Previous collaborative work undertaken by the University of Liverpool and Aleph Insights in support of a UK Defence Science Technology Laboratory (Dstl) project has developed a proof-of-concept that demonstrates that it is possible to optimise cyber defence decisions in such a way that the real-world impact of those decisions is considered. The example considered centred on a radar system being used by a human operator to protect friendly forces from attack by hostile air targets. While the modelling of the radar system was relatively high fidelity, albeit in the guise of a computer game, the proof-of-concept involved a relatively simplistic model for the network's operation and did not exploit reinforcement learning to ensure that the decision making could reason about the long-term impact of short-term decisions. Ongoing work is developing an improved model for the network's operation and developing an agent that can mimic the human operator's actions such that fully automated simulations can be run.

While developing those aspects of the system are of some interest in the context of the PhD, the core focus for this project is to explore how the decision making could be extended to consider reinforcement learning. Using reinforcement learning is important in this context since cyber threats will often deploy discretely and then unleash their payloads when they perceive that will be most effective; it is therefore important to take actions now that have an eye to protecting the network in the future. Note that the use of reinforcement learning will necessitate the use of large-scale distributed computational resources that can run many (fully automated) simulations in parallel to iteratively improve performance during training.

Planned Impact

This CDT's focus on using "Future Computing Systems" to move "Towards a Data-driven Future" resonates strongly with two themes of non-academic organisation. In both themes, albeit for slightly different reasons, commodity data science is insufficient and there is a hunger both for the future leaders that this CDT will produce and the high-performance solutions that the students will develop.

The first theme is associated with defence and security. In this context, operational performance is of paramount importance. Government organisations (e.g., Dstl, GCHQ and the NCA) will benefit from our graduates' ability to configure many-core hardware to maximise the ability to extract value from the available data. The CDT's projects and graduates will achieve societal impact by enabling these government organisations to better protect the world's population from threats posed by, for example, international terrorism and organised crime.

There is then a supply chain of industrial organisations that deliver to government organisations (both in the UK and overseas). These industrial organisations (e.g., Cubica, Denbridge Marine, FeatureSpace, Leonardo, MBDA, Ordnance Survey, QinetiQ, RiskAware, Sintela, THALES (Aveillant) and Vision4ce) operate in a globally competitive marketplace where operational performance is a key driver. The skilled graduates that this CDT will provide (and the projects that will comprise the students' PhDs) are critical to these organisations' ability to develop and deliver high-performance products and services. We therefore anticipate economic impact to result from this CDT.

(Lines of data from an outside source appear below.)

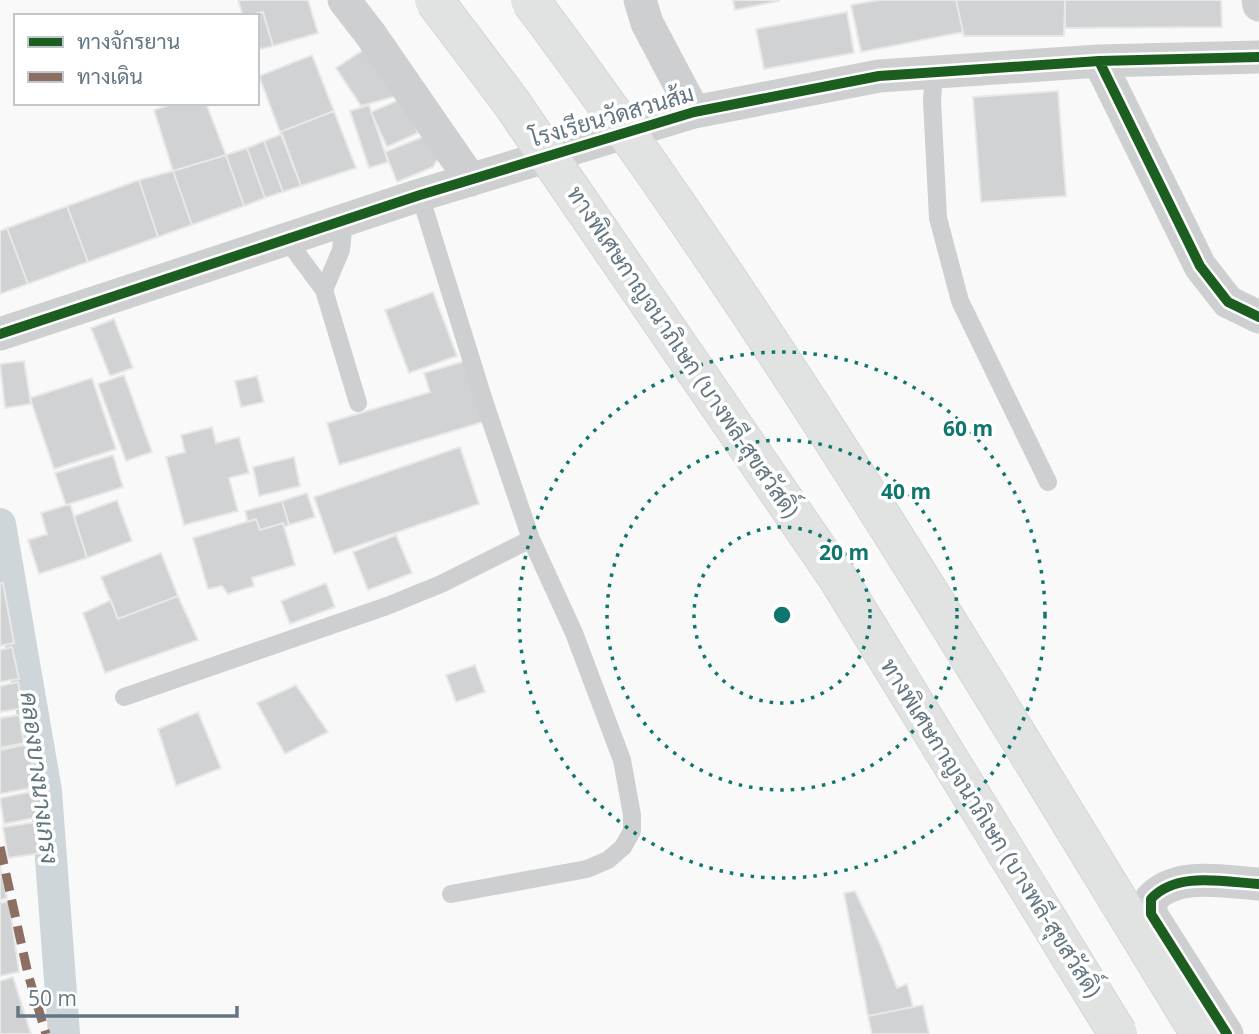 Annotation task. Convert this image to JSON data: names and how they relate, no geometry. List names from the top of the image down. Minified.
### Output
{"streets":{"highway":["ทางพิเศษกาญจนาภิเษก (บางพลี-สุขสวัสดิ์)"],"street":["โรงเรียนวัดสวนส้ม"]},"water":["คลองบางนางเกรง"],"legend":["ทางจักรยาน","ทางเดิน"],"scale_bar":"50 m","rings":["60 m","40 m","20 m"]} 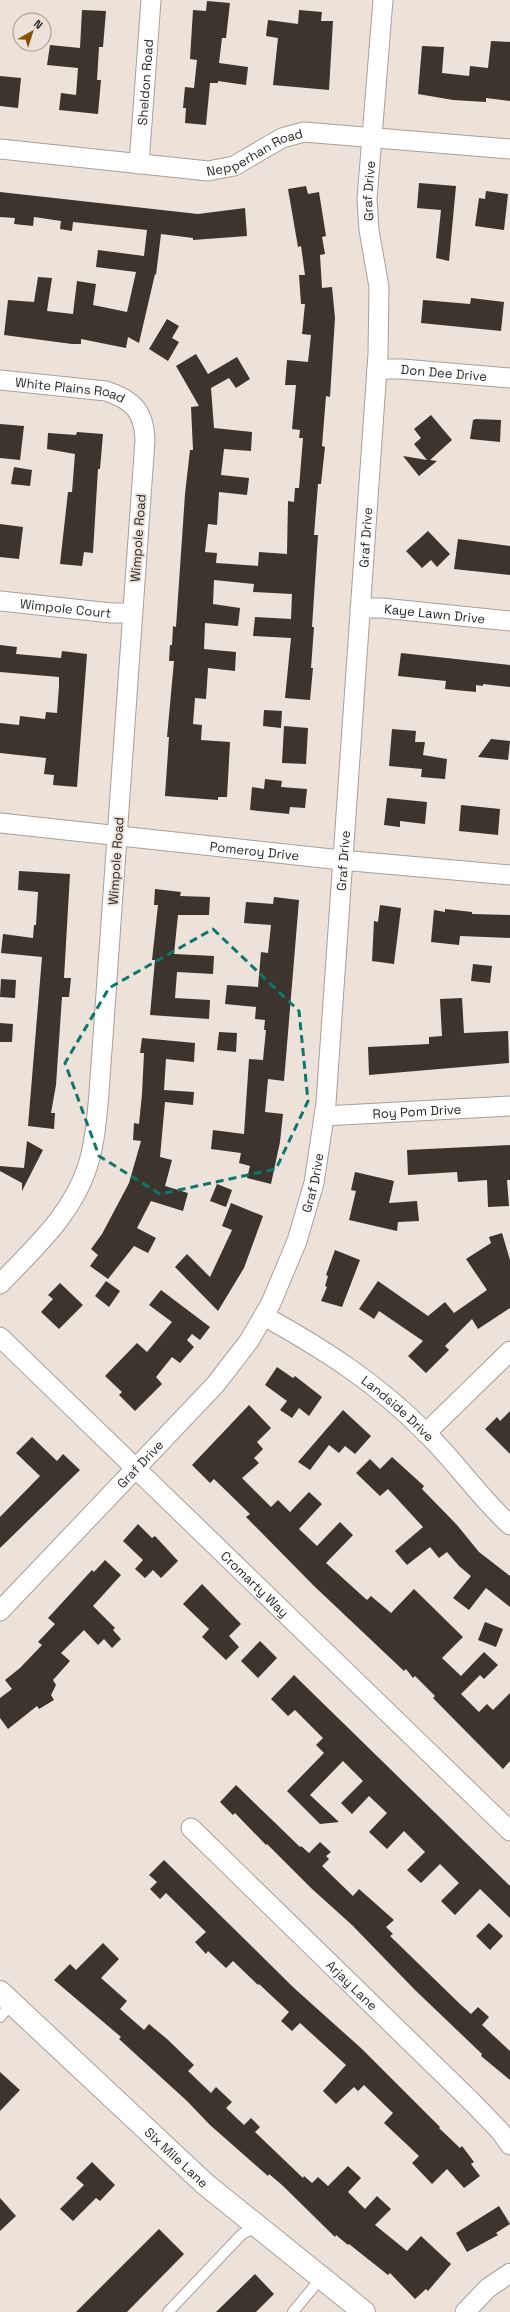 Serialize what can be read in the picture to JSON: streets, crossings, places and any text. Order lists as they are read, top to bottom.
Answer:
{
  "streets": {
    "street": [
      "Sheldon Road",
      "Nepperhan Road",
      "Graf Drive",
      "Don Dee Drive",
      "White Plains Road",
      "Wimpole Road",
      "Wimpole Court",
      "Kaye Lawn Drive",
      "Pomeroy Drive",
      "Roy Pom Drive",
      "Landside Drive",
      "Cromarty Way",
      "Arjay Lane",
      "Six Mile Lane"
    ]
  },
  "crossings": [
    ["Sheldon Road", "Nepperhan Road"],
    ["Nepperhan Road", "Graf Drive"],
    ["Graf Drive", "Don Dee Drive"],
    ["Graf Drive", "Kaye Lawn Drive"],
    ["Graf Drive", "Pomeroy Drive"],
    ["Graf Drive", "Roy Pom Drive"],
    ["Graf Drive", "Landside Drive"],
    ["Graf Drive", "Cromarty Way"],
    ["White Plains Road", "Wimpole Road"],
    ["Wimpole Road", "Wimpole Court"],
    ["Wimpole Road", "Pomeroy Drive"]
  ],
  "north": "top right"
}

The second theme is associated with high-value and high-volume manufacturing. In these contexts, profit margins are very sensitive to operational costs. For example, a change to the configuration of a production line for an aerosol manufactured by Unilever might "only" cut costs by 1p for each aerosol, but when multiplied by half a billion aerosols each year, the impact on profit can be significant. In this context, industry (e.g., Renishaw, Rolls Royce, Schlumberger, ShopDirect and Unilever) is therefore motivated to optimise operational costs by learning from historic data. This CDT's graduates (and their projects) will help these organisations to perform such data-driven optimisation and thereby enable the CDT to achieve further economic impact.

Other organisations (e.g., IBM) provide hardware, software and advice to those operating in these themes. The CDT's graduates will ensure these organisations can be globally competitive.

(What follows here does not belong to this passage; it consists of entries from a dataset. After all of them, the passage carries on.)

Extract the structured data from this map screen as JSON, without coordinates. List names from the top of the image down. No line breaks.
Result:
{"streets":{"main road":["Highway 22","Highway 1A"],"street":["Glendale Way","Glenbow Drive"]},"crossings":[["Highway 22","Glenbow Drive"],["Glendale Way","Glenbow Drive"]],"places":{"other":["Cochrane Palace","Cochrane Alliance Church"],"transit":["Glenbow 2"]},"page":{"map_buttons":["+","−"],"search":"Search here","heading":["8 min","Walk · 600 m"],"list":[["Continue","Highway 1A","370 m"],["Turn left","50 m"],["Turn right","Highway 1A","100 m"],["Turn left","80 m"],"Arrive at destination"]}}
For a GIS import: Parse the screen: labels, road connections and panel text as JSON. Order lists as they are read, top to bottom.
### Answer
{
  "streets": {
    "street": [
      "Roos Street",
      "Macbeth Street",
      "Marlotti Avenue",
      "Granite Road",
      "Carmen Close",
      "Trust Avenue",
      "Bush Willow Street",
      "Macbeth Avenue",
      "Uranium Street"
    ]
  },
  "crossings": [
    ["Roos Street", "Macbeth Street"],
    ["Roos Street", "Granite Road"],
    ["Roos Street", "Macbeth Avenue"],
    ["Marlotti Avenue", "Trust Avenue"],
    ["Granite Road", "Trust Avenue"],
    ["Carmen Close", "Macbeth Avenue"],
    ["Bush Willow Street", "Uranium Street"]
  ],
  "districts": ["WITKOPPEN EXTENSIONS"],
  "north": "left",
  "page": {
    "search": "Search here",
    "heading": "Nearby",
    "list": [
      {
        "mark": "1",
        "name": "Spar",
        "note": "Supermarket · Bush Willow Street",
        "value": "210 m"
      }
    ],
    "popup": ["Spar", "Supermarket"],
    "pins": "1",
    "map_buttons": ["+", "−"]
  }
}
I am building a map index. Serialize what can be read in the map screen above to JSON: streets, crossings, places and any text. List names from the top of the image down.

The specific organisations mentioned above are the CDT's current partners. These organisations have all agreed to co-fund studentships. That commitment indicates that, in the short term, they are likely to be the focus for the CDT's impact. However, other organisations are likely to benefit in the future. While two (Lockheed Martin and Arup) have articulated their support in letters that are attached to this proposal, we anticipate impact via a larger portfolio of organisations (e.g., via studentships but also via those organisations recruiting the CDT's graduates either immediately after the CDT or later in the students' careers). Those organisations are likely to include those inhabiting the two themes described above, but also others. For example, an entrepreneurial CDT student might identify a niche in another market sector where Distributed Algorithms can deliver substantial commercial or societal gains. Predicting where such niches might be is challenging, though it seems likely that sectors that are yet to fully embrace Data Science while also involving significant turn-over are those that will have the most to gain: we hypothesise that niches might be identified in health and actuarial science, for example.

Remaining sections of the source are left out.